§ Work to complete: Reproduce the following entries exactly, leaving nothing out.

§ Dataset:
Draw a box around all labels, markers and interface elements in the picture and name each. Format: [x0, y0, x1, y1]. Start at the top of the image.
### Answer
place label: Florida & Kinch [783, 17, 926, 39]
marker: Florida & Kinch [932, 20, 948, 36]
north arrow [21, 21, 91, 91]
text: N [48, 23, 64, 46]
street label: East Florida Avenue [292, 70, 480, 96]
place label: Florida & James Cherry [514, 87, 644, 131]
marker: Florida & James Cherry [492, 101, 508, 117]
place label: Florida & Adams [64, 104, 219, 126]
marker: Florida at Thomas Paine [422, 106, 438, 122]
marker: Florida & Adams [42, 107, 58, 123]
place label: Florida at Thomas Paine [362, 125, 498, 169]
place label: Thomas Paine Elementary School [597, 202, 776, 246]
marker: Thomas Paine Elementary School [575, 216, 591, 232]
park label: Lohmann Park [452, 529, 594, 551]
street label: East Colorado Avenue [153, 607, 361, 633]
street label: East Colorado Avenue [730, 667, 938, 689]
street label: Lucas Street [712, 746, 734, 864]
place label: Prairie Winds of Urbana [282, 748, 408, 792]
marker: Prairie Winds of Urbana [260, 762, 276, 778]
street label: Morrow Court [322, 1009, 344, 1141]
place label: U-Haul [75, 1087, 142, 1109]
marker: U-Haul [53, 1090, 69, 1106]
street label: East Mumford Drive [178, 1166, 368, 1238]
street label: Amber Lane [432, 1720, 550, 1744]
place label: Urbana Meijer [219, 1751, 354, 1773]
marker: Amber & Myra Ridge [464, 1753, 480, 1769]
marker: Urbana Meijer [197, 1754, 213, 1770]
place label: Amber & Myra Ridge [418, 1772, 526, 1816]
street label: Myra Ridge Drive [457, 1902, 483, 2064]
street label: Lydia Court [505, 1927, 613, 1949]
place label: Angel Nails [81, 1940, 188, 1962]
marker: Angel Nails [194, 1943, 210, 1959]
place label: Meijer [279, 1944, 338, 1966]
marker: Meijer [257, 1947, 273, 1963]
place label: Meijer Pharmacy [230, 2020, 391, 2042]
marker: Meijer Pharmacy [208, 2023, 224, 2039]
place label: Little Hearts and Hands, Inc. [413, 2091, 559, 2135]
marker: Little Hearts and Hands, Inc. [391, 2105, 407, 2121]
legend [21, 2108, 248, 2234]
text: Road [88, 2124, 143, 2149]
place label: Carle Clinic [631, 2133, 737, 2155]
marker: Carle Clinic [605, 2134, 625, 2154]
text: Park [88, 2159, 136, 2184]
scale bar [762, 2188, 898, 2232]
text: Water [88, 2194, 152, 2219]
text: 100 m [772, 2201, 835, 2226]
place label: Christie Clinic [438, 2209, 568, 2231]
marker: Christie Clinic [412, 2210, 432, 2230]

§ Answer to this problem:
Draw a box around all labels, markers and interface elements in the picture and name each. Format: [x0, y0, x1, y1]. Start at the top of the image.
### Answer
place label: Florida & Kinch [783, 17, 926, 39]
marker: Florida & Kinch [932, 20, 948, 36]
north arrow [21, 21, 91, 91]
text: N [48, 23, 64, 46]
street label: East Florida Avenue [292, 70, 480, 96]
place label: Florida & James Cherry [514, 87, 644, 131]
marker: Florida & James Cherry [492, 101, 508, 117]
place label: Florida & Adams [64, 104, 219, 126]
marker: Florida at Thomas Paine [422, 106, 438, 122]
marker: Florida & Adams [42, 107, 58, 123]
place label: Florida at Thomas Paine [362, 125, 498, 169]
place label: Thomas Paine Elementary School [597, 202, 776, 246]
marker: Thomas Paine Elementary School [575, 216, 591, 232]
park label: Lohmann Park [452, 529, 594, 551]
street label: East Colorado Avenue [153, 607, 361, 633]
street label: East Colorado Avenue [730, 667, 938, 689]
street label: Lucas Street [712, 746, 734, 864]
place label: Prairie Winds of Urbana [282, 748, 408, 792]
marker: Prairie Winds of Urbana [260, 762, 276, 778]
street label: Morrow Court [322, 1009, 344, 1141]
place label: U-Haul [75, 1087, 142, 1109]
marker: U-Haul [53, 1090, 69, 1106]
street label: East Mumford Drive [178, 1166, 368, 1238]
street label: Amber Lane [432, 1720, 550, 1744]
place label: Urbana Meijer [219, 1751, 354, 1773]
marker: Amber & Myra Ridge [464, 1753, 480, 1769]
marker: Urbana Meijer [197, 1754, 213, 1770]
place label: Amber & Myra Ridge [418, 1772, 526, 1816]
street label: Myra Ridge Drive [457, 1902, 483, 2064]
street label: Lydia Court [505, 1927, 613, 1949]
place label: Angel Nails [81, 1940, 188, 1962]
marker: Angel Nails [194, 1943, 210, 1959]
place label: Meijer [279, 1944, 338, 1966]
marker: Meijer [257, 1947, 273, 1963]
place label: Meijer Pharmacy [230, 2020, 391, 2042]
marker: Meijer Pharmacy [208, 2023, 224, 2039]
place label: Little Hearts and Hands, Inc. [413, 2091, 559, 2135]
marker: Little Hearts and Hands, Inc. [391, 2105, 407, 2121]
legend [21, 2108, 248, 2234]
text: Road [88, 2124, 143, 2149]
place label: Carle Clinic [631, 2133, 737, 2155]
marker: Carle Clinic [605, 2134, 625, 2154]
text: Park [88, 2159, 136, 2184]
scale bar [762, 2188, 898, 2232]
text: Water [88, 2194, 152, 2219]
text: 100 m [772, 2201, 835, 2226]
place label: Christie Clinic [438, 2209, 568, 2231]
marker: Christie Clinic [412, 2210, 432, 2230]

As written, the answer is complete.